2048 follows a replicant called Sapper (Dave Bautista). Sapper sells some kind of worms in a typical Blade Runnery market place and then defends the honour of a woman and her young daughter by beating their attackers to a pulp. This display leads to a pesky informant calling the cops to report that he’s seen a rogue skin job which I guess leads to K checking out his grub farm in Blade Runner 2049.
On the subject of science fiction sequels, Siggy and I watched Resident Evil: The Final Chapter. It was pretty laughable, badly acted, badly written with a hugely predictable screenplay-by-numbers ending featuring an ultimate sacrifice, resurrection and hero’s reward all within five minutes of the final credits thankfully rolling. It would be nice to see a live-action film based on the storyline of the original console games rather than the hyperreal kick-assery of Milla Jovovich with Paul W. S. Anderson’s awful penchant for a million cuts in each fight sequence – it was almost nausea inducing at times. The creature designs were pretty good but I’m not a big fan of zombie films at the best of times and this certainly was more like the worst of times. Thank God it purports to be the final warmed up dog’s dinner on the conveyor belt.
Science fiction of a more contemporary nature was played out in the awfully titled I Origins which I recorded off Film4 some time ago and finally got around to watching. This tells the tale of some scientists who discover that people’s irises aren’t all unique as we have been led to believe. Moreover, the person with the duplicate eyes appears to possibly be a reincarnation of sorts of the previous ‘owner’ (who is dead) because they remember things from the other person’s life. To add a love story to the plot, the scientist’s dead wife, who he loved truly madly deeply, gets her legs chopped off by a malfunctioning elevator and dies in his arms. They then discover her irises have been recorded in India in the eyes of a street urchin. It’s a pretty good film.
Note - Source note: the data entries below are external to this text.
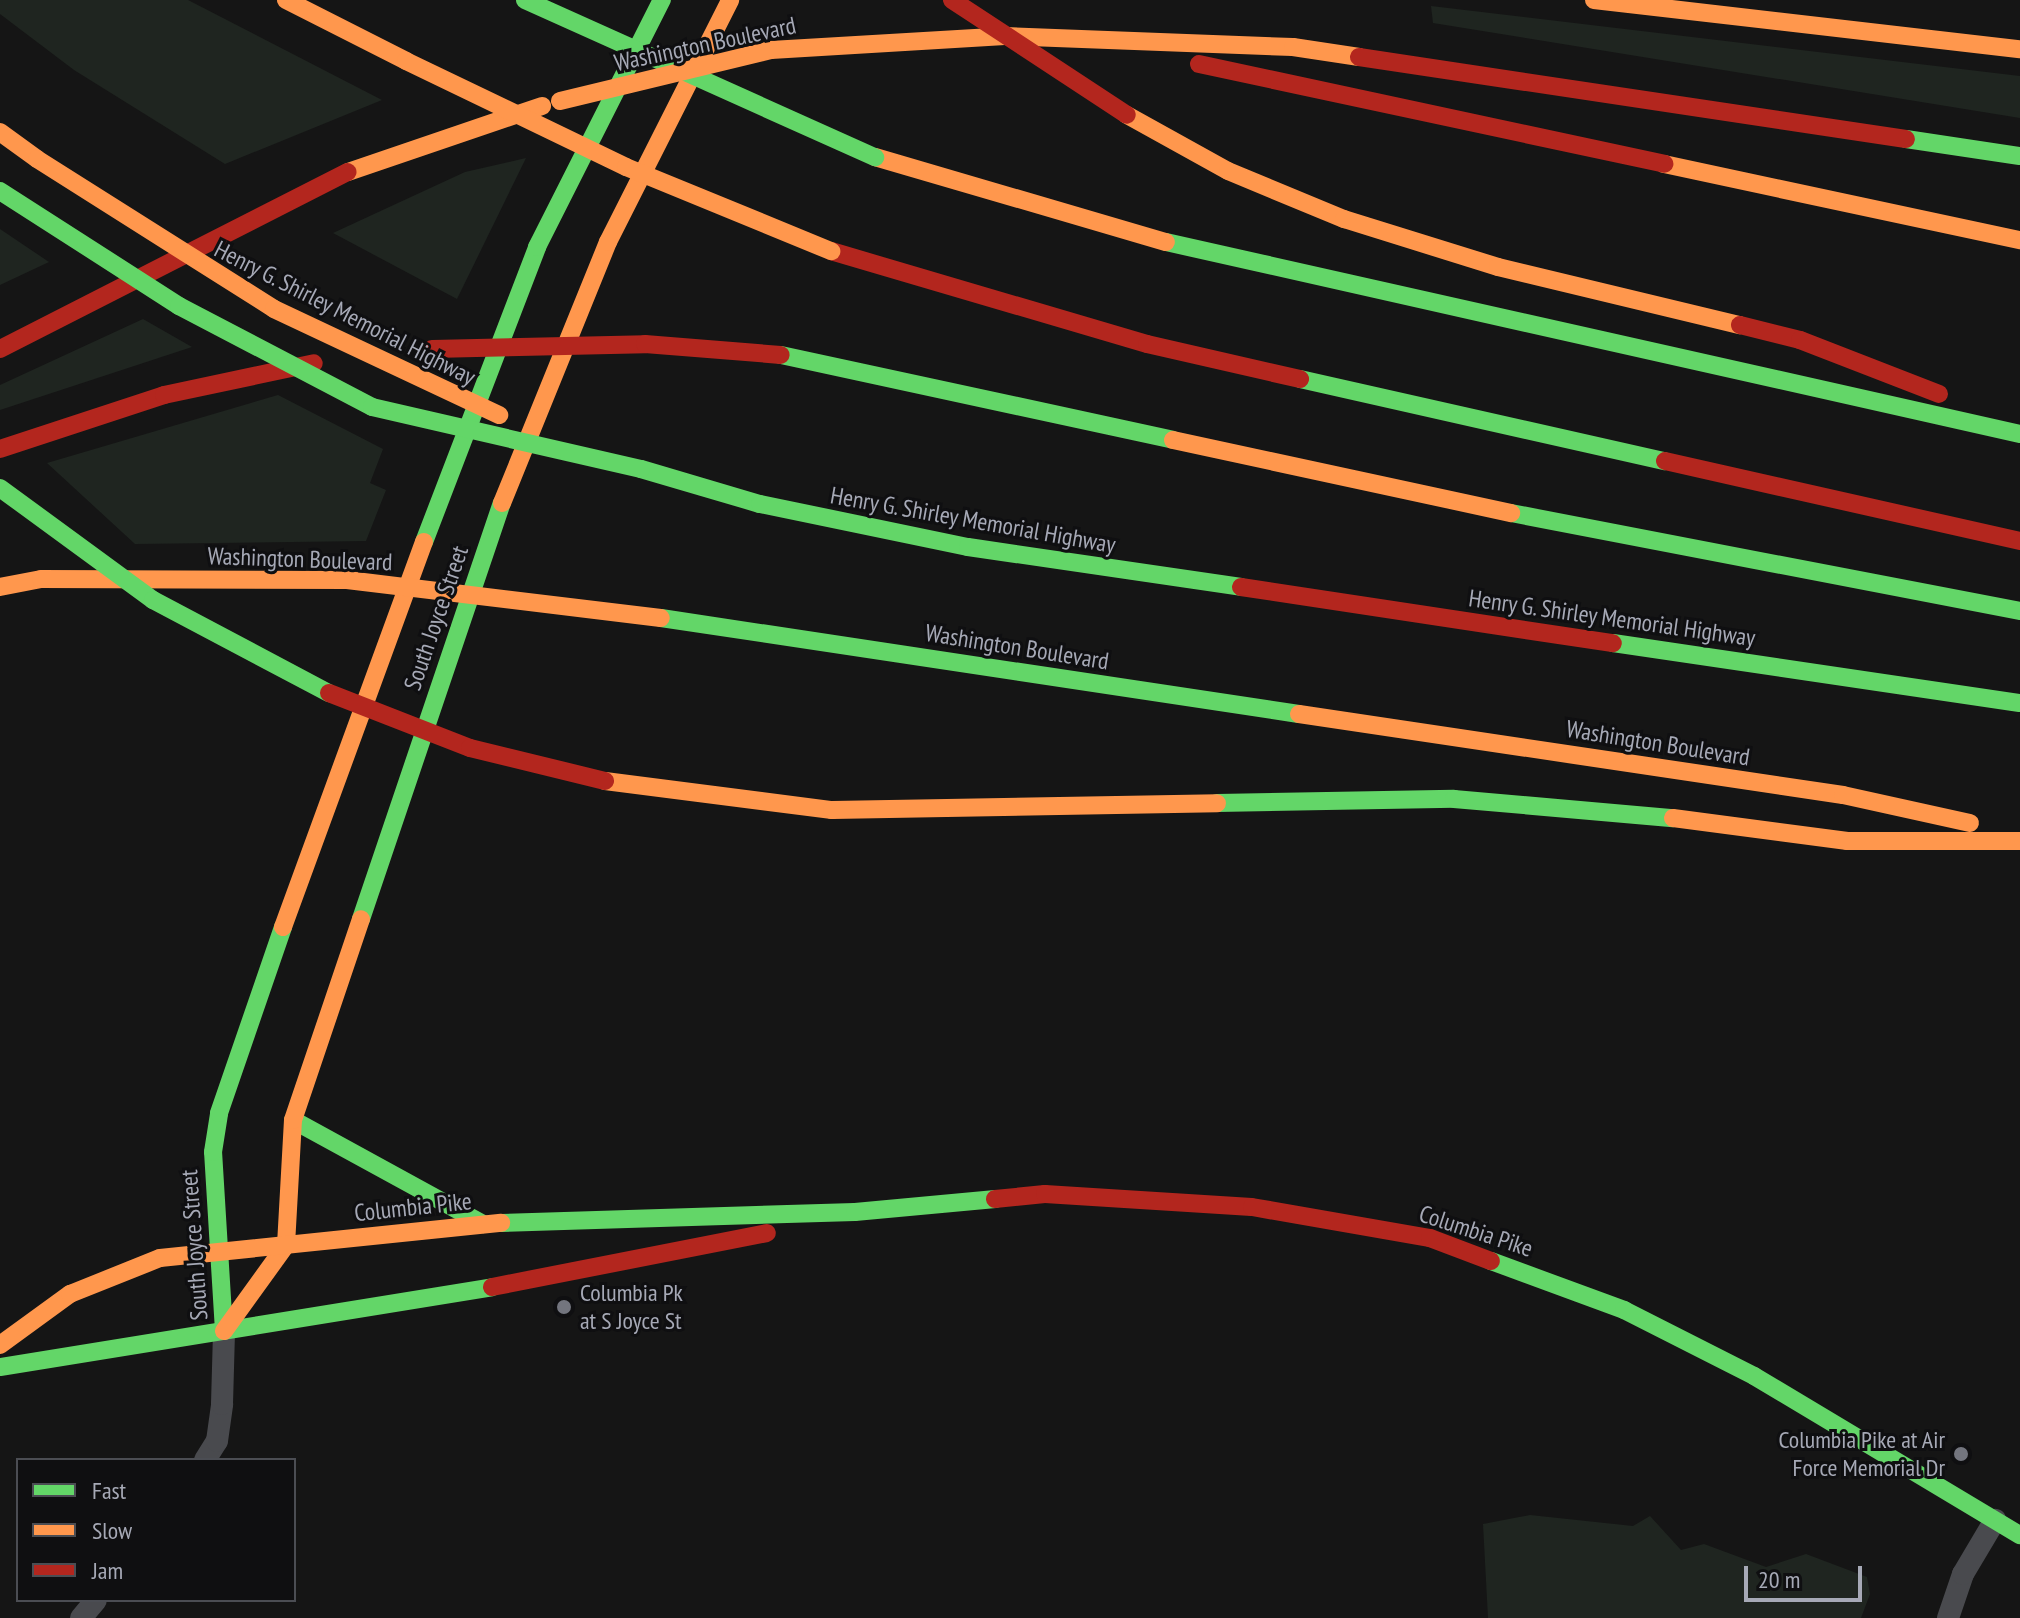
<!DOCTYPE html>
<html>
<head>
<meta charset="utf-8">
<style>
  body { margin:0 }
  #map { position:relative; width:2020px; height:1618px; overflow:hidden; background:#151515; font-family:"PT Sans Narrow",sans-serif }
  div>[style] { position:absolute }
  .green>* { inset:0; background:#1f2520 }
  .lane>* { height:22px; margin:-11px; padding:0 11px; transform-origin:11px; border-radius:11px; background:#494a4e }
  .fast>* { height:18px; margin:-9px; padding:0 9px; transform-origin:9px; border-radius:9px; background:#63d668 }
  .slow>* { height:18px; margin:-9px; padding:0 9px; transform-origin:9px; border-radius:9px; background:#ff974d }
  .jam>* { height:18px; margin:-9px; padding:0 9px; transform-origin:9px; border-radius:9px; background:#b3261e }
  .fast-bridge>* { height:18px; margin:-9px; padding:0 9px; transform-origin:9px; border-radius:9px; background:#63d668 }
  .slow-bridge>* { height:18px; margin:-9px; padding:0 9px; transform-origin:9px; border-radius:9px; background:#ff974d }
  .jam-bridge>* { height:18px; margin:-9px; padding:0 9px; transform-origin:9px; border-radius:9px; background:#b3261e }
  .dots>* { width:22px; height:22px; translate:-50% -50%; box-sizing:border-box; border:4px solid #0f0f11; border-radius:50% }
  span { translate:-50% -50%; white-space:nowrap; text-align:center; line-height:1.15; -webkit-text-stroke:6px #0f0f11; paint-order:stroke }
  .street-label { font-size:24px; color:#a6a9b6 }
  .poi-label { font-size:24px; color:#a6a9b6 }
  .left { translate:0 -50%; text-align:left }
  .right { translate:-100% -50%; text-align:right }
  .legend { position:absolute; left:16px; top:1458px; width:280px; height:144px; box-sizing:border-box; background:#0f0f11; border:2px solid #4b4d53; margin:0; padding:10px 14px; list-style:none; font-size:24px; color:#a6a9b6 }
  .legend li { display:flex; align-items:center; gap:16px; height:40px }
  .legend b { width:40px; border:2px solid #4b4d53 }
  .scale { position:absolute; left:1744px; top:1566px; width:118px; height:36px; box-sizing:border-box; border:4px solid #a6a9b6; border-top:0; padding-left:10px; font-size:24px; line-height:28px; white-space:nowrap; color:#a6a9b6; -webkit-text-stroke:6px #0f0f11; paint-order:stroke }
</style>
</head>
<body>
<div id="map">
  <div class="green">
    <i style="clip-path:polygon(0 0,188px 0,382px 100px,225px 164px,74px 70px,0 14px)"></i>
    <i style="clip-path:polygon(1431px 6px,2020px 76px,2020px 118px,1433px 23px)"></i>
    <i style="clip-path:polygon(526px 158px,457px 299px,333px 233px,465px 172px)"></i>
    <i style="clip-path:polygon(0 229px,49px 262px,0 285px)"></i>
    <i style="clip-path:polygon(143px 319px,192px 347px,0 410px,0 385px)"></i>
    <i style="clip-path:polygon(278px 395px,383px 449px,370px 483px,386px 490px,366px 541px,135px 544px,47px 463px)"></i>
    <i style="clip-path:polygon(1530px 1515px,1633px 1526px,1650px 1516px,1681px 1550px,1704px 1544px,1766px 1567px,1806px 1554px,1867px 1577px,1870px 1594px,1861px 1618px,1488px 1618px,1483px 1524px)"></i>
  </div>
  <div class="lane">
    <i style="left:205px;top:1460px;width:22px;rotate:-58deg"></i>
    <i style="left:217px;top:1441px;width:37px;rotate:-82deg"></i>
    <i style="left:222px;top:1404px;width:73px;rotate:-88.4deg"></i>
    <i style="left:81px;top:1618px;width:23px;rotate:-50deg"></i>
    <i style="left:1948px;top:1618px;width:46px;rotate:-71.2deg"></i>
    <i style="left:1963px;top:1574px;width:63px;rotate:-59.3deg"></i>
  </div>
  <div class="fast">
    <i style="left:1906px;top:139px;width:115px;rotate:8.5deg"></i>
    <i style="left:1166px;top:242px;width:875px;rotate:12.67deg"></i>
    <i style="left:781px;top:355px;width:401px;rotate:12.2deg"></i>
    <i style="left:1300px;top:379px;width:374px;rotate:12.7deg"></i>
    <i style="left:641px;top:469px;width:124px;rotate:16.4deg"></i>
    <i style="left:760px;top:504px;width:212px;rotate:11.7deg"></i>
    <i style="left:968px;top:547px;width:276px;rotate:8.3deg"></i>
    <i style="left:1511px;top:513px;width:518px;rotate:10.9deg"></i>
    <i style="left:424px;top:542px;width:316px;rotate:-69deg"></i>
    <i style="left:537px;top:247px;width:277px;rotate:-63.2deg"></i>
    <i style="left:661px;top:618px;width:645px;rotate:8.56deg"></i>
    <i style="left:1613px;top:643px;width:411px;rotate:8.4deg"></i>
    <i style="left:1217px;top:803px;width:237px;rotate:-1deg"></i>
    <i style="left:1454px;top:799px;width:220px;rotate:5deg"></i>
    <i style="left:361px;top:919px;width:439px;rotate:-71.3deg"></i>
    <i style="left:293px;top:1120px;width:217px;rotate:28.7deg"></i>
    <i style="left:501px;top:1223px;width:354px;rotate:-1.8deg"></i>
    <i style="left:855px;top:1212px;width:141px;rotate:-5.3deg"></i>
    <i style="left:1491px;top:1261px;width:142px;rotate:20.2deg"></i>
    <i style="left:1624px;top:1310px;width:146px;rotate:26.9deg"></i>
    <i style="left:1754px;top:1376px;width:310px;rotate:30.9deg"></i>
    <i style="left:224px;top:1331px;width:179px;rotate:-93.5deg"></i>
    <i style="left:213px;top:1152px;width:39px;rotate:-81deg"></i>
    <i style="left:219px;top:1113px;width:197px;rotate:-71deg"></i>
    <i style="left:0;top:1367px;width:498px;rotate:-9.2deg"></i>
  </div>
  <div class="slow">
    <i style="left:286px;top:0;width:135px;rotate:26.9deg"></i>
    <i style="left:1594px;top:0;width:429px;rotate:6.6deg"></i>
    <i style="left:771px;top:50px;width:234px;rotate:-3.4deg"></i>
    <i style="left:1005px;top:36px;width:288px;rotate:2.2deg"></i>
    <i style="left:1293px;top:47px;width:67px;rotate:8.6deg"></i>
    <i style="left:1127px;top:115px;width:115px;rotate:29deg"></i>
    <i style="left:1228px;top:171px;width:126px;rotate:22.5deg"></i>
    <i style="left:1344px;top:219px;width:161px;rotate:17.3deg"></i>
    <i style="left:1498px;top:267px;width:249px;rotate:13.5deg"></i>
    <i style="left:0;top:132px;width:46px;rotate:36.1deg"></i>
    <i style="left:875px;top:157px;width:303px;rotate:16.3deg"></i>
    <i style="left:1664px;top:164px;width:364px;rotate:12.1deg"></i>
    <i style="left:348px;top:172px;width:205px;rotate:-18.8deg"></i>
    <i style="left:1173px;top:440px;width:346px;rotate:12.2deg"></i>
    <i style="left:502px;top:503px;width:282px;rotate:-67.9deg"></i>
    <i style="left:608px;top:242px;width:271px;rotate:-63.2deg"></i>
    <i style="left:0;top:587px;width:42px;rotate:-11deg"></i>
    <i style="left:41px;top:579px;width:306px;rotate:0.2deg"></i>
    <i style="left:1299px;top:714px;width:550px;rotate:8.47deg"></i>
    <i style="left:1843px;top:795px;width:130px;rotate:12.4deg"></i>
    <i style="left:605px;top:781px;width:229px;rotate:7.3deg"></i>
    <i style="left:832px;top:810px;width:385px;rotate:-1deg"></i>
    <i style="left:1673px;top:818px;width:176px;rotate:7.5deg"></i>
    <i style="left:1847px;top:841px;width:173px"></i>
    <i style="left:283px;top:927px;width:410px;rotate:-69.9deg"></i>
    <i style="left:224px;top:1331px;width:106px;rotate:-54.2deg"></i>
    <i style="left:286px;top:1245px;width:125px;rotate:-86.8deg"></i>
    <i style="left:293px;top:1120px;width:212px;rotate:-71.3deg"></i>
    <i style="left:0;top:1345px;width:87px;rotate:-36.1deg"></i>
    <i style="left:70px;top:1294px;width:97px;rotate:-21.8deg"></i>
    <i style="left:160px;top:1258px;width:343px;rotate:-5.9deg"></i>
  </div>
  <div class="jam">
    <i style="left:1359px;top:57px;width:553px;rotate:8.53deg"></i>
    <i style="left:1199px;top:64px;width:476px;rotate:12.1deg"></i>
    <i style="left:831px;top:251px;width:329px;rotate:16.4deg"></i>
    <i style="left:1147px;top:344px;width:157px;rotate:12.9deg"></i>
    <i style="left:1740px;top:325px;width:62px;rotate:14deg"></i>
    <i style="left:1800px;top:340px;width:149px;rotate:21.2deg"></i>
    <i style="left:0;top:349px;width:390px;rotate:-27deg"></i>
    <i style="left:0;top:449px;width:173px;rotate:-18.2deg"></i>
    <i style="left:164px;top:395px;width:153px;rotate:-12deg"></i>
    <i style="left:1665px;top:461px;width:364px;rotate:12.7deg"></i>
    <i style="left:1241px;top:587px;width:376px;rotate:8.6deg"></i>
    <i style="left:995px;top:1199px;width:50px;rotate:-5.7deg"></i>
    <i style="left:1045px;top:1194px;width:207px;rotate:3.6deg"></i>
    <i style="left:1252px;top:1207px;width:181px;rotate:9.9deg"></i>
    <i style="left:1430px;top:1238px;width:65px;rotate:20.7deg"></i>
    <i style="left:492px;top:1287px;width:280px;rotate:-11.1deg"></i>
  </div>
  <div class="fast-bridge">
    <i style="left:525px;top:0;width:384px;rotate:24.2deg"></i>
    <i style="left:0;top:191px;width:213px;rotate:32.7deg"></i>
    <i style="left:179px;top:306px;width:218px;rotate:27.6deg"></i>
    <i style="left:372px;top:407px;width:276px;rotate:13deg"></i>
    <i style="left:0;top:488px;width:190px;rotate:36.2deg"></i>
    <i style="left:153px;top:600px;width:199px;rotate:27.9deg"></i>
  </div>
  <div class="slow-bridge">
    <i style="left:406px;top:61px;width:244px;rotate:25.7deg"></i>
    <i style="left:626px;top:167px;width:222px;rotate:22.3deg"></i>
    <i style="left:560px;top:101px;width:217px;rotate:-13.6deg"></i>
    <i style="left:37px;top:159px;width:280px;rotate:32.3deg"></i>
    <i style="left:274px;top:309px;width:249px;rotate:25.2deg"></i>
    <i style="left:347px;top:580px;width:316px;rotate:6.9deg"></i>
  </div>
  <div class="jam-bridge">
    <i style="left:952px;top:0;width:209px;rotate:33.3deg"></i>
    <i style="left:432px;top:349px;width:213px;rotate:-1.3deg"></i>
    <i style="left:645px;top:344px;width:136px;rotate:4.6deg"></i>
    <i style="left:329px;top:693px;width:151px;rotate:21.3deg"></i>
    <i style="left:470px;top:748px;width:139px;rotate:13.7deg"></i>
  </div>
  <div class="dots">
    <i style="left:564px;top:1307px;background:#73757e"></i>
    <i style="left:1961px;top:1454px;background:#73757e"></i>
  </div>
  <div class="street-label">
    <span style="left:705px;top:44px;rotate:-12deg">Washington Boulevard</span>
    <span style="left:345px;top:313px;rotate:27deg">Henry G. Shirley Memorial Highway</span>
    <span style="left:973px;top:520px;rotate:10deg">Henry G. Shirley Memorial Highway</span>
    <span style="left:300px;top:559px;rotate:2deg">Washington Boulevard</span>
    <span style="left:436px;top:618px;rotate:-71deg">South Joyce Street</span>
    <span style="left:1612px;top:618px;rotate:8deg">Henry G. Shirley Memorial Highway</span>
    <span style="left:1017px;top:647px;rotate:9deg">Washington Boulevard</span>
    <span style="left:1658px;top:743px;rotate:9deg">Washington Boulevard</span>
    <span style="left:413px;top:1207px;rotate:-6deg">Columbia Pike</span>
    <span style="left:1476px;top:1231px;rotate:18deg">Columbia Pike</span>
    <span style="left:194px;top:1245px;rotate:-94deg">South Joyce Street</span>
  </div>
  <div class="poi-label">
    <span class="left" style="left:580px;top:1307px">Columbia Pk<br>at S Joyce St</span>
    <span class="right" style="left:1945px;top:1454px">Columbia Pike at Air<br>Force Memorial Dr</span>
  </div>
  <ul class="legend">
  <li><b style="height:10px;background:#63d668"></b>Fast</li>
  <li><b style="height:10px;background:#ff974d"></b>Slow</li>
  <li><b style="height:10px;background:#b3261e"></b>Jam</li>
  </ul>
  <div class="scale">20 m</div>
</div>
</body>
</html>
Force Majeure on the other hand isn’t so good. I’d go so far as to say that it is pretty bloody boring. Again recorded off Film4 month’s ago this film of a family’s skiing holiday was recommended on Adam Buxton’s podcast. The whole film revolves around a controlled avalanche that nearly but doesn’t engulf a restaurant balcony where the family are eating lunch. The husband does a runner instead of trying to protect his family. His wife can’t recover from his behaviour but in the end the issue seems to be resolved. There’s lots of slow shots on the interior of the hotel and the ski slopes which means I can label it as an ‘arty farty’ subtitled film. It would’ve had Siggy asleep within quarter of an hour if I was foolish enough to suggest she watched it with me. As it was, I watched it in about five sections as I found the slow pacing extremely tiresome.
In terms of reading, I whizzed through Tommy Rhattigan’s 1963 A Slice of Bread and Jam. Billed on the cover as one boy’s year of adventure, crippling poverty, abuse and an encounter with The Moors Murderers, it is actually a condensation of events happening in and around Manchester in the early sixties when Tommy was around 7 year’s old and living with his many brothers and sisters.
The stories are told with an Irishman’s gift for the gab and a penchant for a little exaggeration for comic effect. It’s a real eye-opener in terms of it’s portrayal of the abject poverty experienced by the Irish in the terraced streets of an almost derelict Hulme where children were sent to beg, steal and scrounge rather than go to school and the money they earned was drunk away by abusive alcoholic parents. Rhattigan’s close shave with Myra Hindley and Ian Brady is just one tale in a series of tales that showcase his ability to survive through it all.